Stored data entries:

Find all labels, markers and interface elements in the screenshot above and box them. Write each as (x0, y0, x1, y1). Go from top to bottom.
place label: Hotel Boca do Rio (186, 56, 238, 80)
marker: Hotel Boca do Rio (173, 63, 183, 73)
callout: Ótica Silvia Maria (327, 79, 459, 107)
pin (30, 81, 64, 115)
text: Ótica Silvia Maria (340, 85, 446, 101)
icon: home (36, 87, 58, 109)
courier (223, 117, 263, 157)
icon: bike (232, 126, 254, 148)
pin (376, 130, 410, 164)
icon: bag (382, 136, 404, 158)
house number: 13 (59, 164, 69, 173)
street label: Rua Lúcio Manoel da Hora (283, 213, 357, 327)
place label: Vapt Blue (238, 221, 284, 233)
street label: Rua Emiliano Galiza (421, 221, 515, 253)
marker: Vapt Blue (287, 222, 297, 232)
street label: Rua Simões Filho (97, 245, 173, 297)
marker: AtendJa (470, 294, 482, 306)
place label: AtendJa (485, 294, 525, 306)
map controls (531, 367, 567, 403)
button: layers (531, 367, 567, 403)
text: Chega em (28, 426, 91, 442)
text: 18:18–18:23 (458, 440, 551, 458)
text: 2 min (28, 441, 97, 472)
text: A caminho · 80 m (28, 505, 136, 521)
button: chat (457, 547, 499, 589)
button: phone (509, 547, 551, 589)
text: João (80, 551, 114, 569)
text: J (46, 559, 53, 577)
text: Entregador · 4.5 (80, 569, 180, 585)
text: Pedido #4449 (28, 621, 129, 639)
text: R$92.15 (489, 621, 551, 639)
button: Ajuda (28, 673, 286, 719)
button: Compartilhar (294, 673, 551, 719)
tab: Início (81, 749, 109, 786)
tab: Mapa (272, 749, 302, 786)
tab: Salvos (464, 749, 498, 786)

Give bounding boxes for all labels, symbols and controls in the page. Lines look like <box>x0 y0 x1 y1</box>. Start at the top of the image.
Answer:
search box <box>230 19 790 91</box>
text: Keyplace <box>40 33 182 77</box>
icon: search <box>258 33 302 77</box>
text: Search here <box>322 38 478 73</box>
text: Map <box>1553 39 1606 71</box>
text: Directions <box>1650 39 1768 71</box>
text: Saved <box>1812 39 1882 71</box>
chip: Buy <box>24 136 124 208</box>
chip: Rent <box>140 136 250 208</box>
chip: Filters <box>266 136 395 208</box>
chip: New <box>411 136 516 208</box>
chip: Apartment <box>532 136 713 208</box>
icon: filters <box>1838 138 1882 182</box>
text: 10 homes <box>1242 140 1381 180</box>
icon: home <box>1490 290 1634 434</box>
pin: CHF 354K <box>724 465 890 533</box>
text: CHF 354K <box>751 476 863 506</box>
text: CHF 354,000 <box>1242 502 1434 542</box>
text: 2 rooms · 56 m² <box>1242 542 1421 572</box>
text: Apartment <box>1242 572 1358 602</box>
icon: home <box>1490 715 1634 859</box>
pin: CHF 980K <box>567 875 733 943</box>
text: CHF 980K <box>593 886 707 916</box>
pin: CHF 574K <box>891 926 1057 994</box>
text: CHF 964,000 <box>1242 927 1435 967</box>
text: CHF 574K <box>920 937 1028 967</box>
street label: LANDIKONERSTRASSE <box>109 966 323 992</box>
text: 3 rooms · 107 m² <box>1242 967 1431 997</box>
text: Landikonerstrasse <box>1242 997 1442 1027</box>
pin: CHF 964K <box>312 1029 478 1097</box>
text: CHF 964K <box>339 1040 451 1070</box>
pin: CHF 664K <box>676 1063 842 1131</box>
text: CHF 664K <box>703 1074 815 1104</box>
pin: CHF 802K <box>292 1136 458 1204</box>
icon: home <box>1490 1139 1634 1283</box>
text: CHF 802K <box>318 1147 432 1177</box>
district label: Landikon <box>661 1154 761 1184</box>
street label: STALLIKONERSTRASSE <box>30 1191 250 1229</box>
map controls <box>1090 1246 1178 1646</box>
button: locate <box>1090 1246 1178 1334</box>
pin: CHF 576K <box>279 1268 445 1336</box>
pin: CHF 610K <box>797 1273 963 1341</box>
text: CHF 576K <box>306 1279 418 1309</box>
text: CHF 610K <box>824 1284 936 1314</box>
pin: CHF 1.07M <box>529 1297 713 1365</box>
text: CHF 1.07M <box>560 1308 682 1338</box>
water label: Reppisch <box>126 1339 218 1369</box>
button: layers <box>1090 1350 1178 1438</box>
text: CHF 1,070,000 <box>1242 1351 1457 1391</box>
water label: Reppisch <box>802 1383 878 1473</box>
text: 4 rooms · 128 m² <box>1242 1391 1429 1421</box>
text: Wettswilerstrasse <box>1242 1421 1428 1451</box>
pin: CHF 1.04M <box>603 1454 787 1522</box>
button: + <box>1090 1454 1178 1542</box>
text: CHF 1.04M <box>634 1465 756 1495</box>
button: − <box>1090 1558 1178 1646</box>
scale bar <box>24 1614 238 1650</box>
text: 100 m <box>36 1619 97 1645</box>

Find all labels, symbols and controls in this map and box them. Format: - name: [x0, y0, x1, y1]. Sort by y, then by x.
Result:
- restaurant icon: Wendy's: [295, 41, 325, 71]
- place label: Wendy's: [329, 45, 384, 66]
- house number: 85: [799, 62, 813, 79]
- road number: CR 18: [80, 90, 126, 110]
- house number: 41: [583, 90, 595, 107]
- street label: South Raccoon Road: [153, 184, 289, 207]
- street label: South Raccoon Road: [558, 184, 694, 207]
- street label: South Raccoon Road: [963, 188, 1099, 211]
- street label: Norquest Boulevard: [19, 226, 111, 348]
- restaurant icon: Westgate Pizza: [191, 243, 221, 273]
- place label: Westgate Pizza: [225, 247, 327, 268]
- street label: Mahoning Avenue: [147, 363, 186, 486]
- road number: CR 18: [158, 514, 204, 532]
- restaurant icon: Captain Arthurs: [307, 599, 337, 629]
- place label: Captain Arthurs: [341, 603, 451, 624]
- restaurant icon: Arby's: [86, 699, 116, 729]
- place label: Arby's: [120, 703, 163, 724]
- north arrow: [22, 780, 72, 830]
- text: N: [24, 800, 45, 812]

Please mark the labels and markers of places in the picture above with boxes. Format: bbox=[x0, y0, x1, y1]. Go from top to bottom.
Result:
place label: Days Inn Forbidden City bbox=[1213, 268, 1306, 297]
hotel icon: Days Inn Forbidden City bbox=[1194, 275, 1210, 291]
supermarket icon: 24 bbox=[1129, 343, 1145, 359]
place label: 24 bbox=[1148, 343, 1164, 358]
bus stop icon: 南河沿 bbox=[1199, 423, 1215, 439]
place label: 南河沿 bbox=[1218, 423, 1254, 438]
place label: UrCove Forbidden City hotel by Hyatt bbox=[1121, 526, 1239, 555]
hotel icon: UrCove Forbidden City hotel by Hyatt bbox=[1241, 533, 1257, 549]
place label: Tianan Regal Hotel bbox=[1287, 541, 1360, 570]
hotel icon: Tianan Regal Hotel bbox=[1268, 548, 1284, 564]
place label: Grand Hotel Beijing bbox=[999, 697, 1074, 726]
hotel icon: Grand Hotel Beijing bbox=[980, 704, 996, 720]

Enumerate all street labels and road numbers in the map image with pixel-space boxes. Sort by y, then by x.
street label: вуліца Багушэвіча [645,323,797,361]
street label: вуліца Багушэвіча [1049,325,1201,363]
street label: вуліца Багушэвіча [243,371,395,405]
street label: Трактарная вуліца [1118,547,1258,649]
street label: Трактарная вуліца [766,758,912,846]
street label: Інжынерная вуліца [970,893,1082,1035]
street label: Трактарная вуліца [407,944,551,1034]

* Your objective
Please reproduce the data as it was given, with every line exact.

* Completed task
Find all labels, markers and interface elements in the screenshot above and box them. Write each as (x0, y0, x1, y1). Go from top to bottom.
place label: Hotel Boca do Rio (186, 56, 238, 80)
marker: Hotel Boca do Rio (173, 63, 183, 73)
callout: Ótica Silvia Maria (327, 79, 459, 107)
pin (30, 81, 64, 115)
text: Ótica Silvia Maria (340, 85, 446, 101)
icon: home (36, 87, 58, 109)
courier (223, 117, 263, 157)
icon: bike (232, 126, 254, 148)
pin (376, 130, 410, 164)
icon: bag (382, 136, 404, 158)
house number: 13 (59, 164, 69, 173)
street label: Rua Lúcio Manoel da Hora (283, 213, 357, 327)
place label: Vapt Blue (238, 221, 284, 233)
street label: Rua Emiliano Galiza (421, 221, 515, 253)
marker: Vapt Blue (287, 222, 297, 232)
street label: Rua Simões Filho (97, 245, 173, 297)
marker: AtendJa (470, 294, 482, 306)
place label: AtendJa (485, 294, 525, 306)
map controls (531, 367, 567, 403)
button: layers (531, 367, 567, 403)
text: Chega em (28, 426, 91, 442)
text: 18:18–18:23 (458, 440, 551, 458)
text: 2 min (28, 441, 97, 472)
text: A caminho · 80 m (28, 505, 136, 521)
button: chat (457, 547, 499, 589)
button: phone (509, 547, 551, 589)
text: João (80, 551, 114, 569)
text: J (46, 559, 53, 577)
text: Entregador · 4.5 (80, 569, 180, 585)
text: Pedido #4449 (28, 621, 129, 639)
text: R$92.15 (489, 621, 551, 639)
button: Ajuda (28, 673, 286, 719)
button: Compartilhar (294, 673, 551, 719)
tab: Início (81, 749, 109, 786)
tab: Mapa (272, 749, 302, 786)
tab: Salvos (464, 749, 498, 786)

Give bounding boxes for all labels, symbols and controls in the page. Lines look like <box>x0 y0 x1 y1</box>. Start at the top of the image.
Answer:
search box <box>230 19 790 91</box>
text: Keyplace <box>40 33 182 77</box>
icon: search <box>258 33 302 77</box>
text: Search here <box>322 38 478 73</box>
text: Map <box>1553 39 1606 71</box>
text: Directions <box>1650 39 1768 71</box>
text: Saved <box>1812 39 1882 71</box>
chip: Buy <box>24 136 124 208</box>
chip: Rent <box>140 136 250 208</box>
chip: Filters <box>266 136 395 208</box>
chip: New <box>411 136 516 208</box>
chip: Apartment <box>532 136 713 208</box>
icon: filters <box>1838 138 1882 182</box>
text: 10 homes <box>1242 140 1381 180</box>
icon: home <box>1490 290 1634 434</box>
pin: CHF 354K <box>724 465 890 533</box>
text: CHF 354K <box>751 476 863 506</box>
text: CHF 354,000 <box>1242 502 1434 542</box>
text: 2 rooms · 56 m² <box>1242 542 1421 572</box>
text: Apartment <box>1242 572 1358 602</box>
icon: home <box>1490 715 1634 859</box>
pin: CHF 980K <box>567 875 733 943</box>
text: CHF 980K <box>593 886 707 916</box>
pin: CHF 574K <box>891 926 1057 994</box>
text: CHF 964,000 <box>1242 927 1435 967</box>
text: CHF 574K <box>920 937 1028 967</box>
street label: LANDIKONERSTRASSE <box>109 966 323 992</box>
text: 3 rooms · 107 m² <box>1242 967 1431 997</box>
text: Landikonerstrasse <box>1242 997 1442 1027</box>
pin: CHF 964K <box>312 1029 478 1097</box>
text: CHF 964K <box>339 1040 451 1070</box>
pin: CHF 664K <box>676 1063 842 1131</box>
text: CHF 664K <box>703 1074 815 1104</box>
pin: CHF 802K <box>292 1136 458 1204</box>
icon: home <box>1490 1139 1634 1283</box>
text: CHF 802K <box>318 1147 432 1177</box>
district label: Landikon <box>661 1154 761 1184</box>
street label: STALLIKONERSTRASSE <box>30 1191 250 1229</box>
map controls <box>1090 1246 1178 1646</box>
button: locate <box>1090 1246 1178 1334</box>
pin: CHF 576K <box>279 1268 445 1336</box>
pin: CHF 610K <box>797 1273 963 1341</box>
text: CHF 576K <box>306 1279 418 1309</box>
text: CHF 610K <box>824 1284 936 1314</box>
pin: CHF 1.07M <box>529 1297 713 1365</box>
text: CHF 1.07M <box>560 1308 682 1338</box>
water label: Reppisch <box>126 1339 218 1369</box>
button: layers <box>1090 1350 1178 1438</box>
text: CHF 1,070,000 <box>1242 1351 1457 1391</box>
water label: Reppisch <box>802 1383 878 1473</box>
text: 4 rooms · 128 m² <box>1242 1391 1429 1421</box>
text: Wettswilerstrasse <box>1242 1421 1428 1451</box>
pin: CHF 1.04M <box>603 1454 787 1522</box>
button: + <box>1090 1454 1178 1542</box>
text: CHF 1.04M <box>634 1465 756 1495</box>
button: − <box>1090 1558 1178 1646</box>
scale bar <box>24 1614 238 1650</box>
text: 100 m <box>36 1619 97 1645</box>

Find all labels, symbols and controls in this map and box them. Format: - name: [x0, y0, x1, y1]. Sort by y, then by x.
Result:
- restaurant icon: Wendy's: [295, 41, 325, 71]
- place label: Wendy's: [329, 45, 384, 66]
- house number: 85: [799, 62, 813, 79]
- road number: CR 18: [80, 90, 126, 110]
- house number: 41: [583, 90, 595, 107]
- street label: South Raccoon Road: [153, 184, 289, 207]
- street label: South Raccoon Road: [558, 184, 694, 207]
- street label: South Raccoon Road: [963, 188, 1099, 211]
- street label: Norquest Boulevard: [19, 226, 111, 348]
- restaurant icon: Westgate Pizza: [191, 243, 221, 273]
- place label: Westgate Pizza: [225, 247, 327, 268]
- street label: Mahoning Avenue: [147, 363, 186, 486]
- road number: CR 18: [158, 514, 204, 532]
- restaurant icon: Captain Arthurs: [307, 599, 337, 629]
- place label: Captain Arthurs: [341, 603, 451, 624]
- restaurant icon: Arby's: [86, 699, 116, 729]
- place label: Arby's: [120, 703, 163, 724]
- north arrow: [22, 780, 72, 830]
- text: N: [24, 800, 45, 812]

Please mark the labels and markers of places in the picture above with boxes. Format: bbox=[x0, y0, x1, y1]. Go from top to bottom.
Result:
place label: Days Inn Forbidden City bbox=[1213, 268, 1306, 297]
hotel icon: Days Inn Forbidden City bbox=[1194, 275, 1210, 291]
supermarket icon: 24 bbox=[1129, 343, 1145, 359]
place label: 24 bbox=[1148, 343, 1164, 358]
bus stop icon: 南河沿 bbox=[1199, 423, 1215, 439]
place label: 南河沿 bbox=[1218, 423, 1254, 438]
place label: UrCove Forbidden City hotel by Hyatt bbox=[1121, 526, 1239, 555]
hotel icon: UrCove Forbidden City hotel by Hyatt bbox=[1241, 533, 1257, 549]
place label: Tianan Regal Hotel bbox=[1287, 541, 1360, 570]
hotel icon: Tianan Regal Hotel bbox=[1268, 548, 1284, 564]
place label: Grand Hotel Beijing bbox=[999, 697, 1074, 726]
hotel icon: Grand Hotel Beijing bbox=[980, 704, 996, 720]

Enumerate all street labels and road numbers in the map image with pixel-space boxes. Sort by y, then by x.
street label: вуліца Багушэвіча [645,323,797,361]
street label: вуліца Багушэвіча [1049,325,1201,363]
street label: вуліца Багушэвіча [243,371,395,405]
street label: Трактарная вуліца [1118,547,1258,649]
street label: Трактарная вуліца [766,758,912,846]
street label: Інжынерная вуліца [970,893,1082,1035]
street label: Трактарная вуліца [407,944,551,1034]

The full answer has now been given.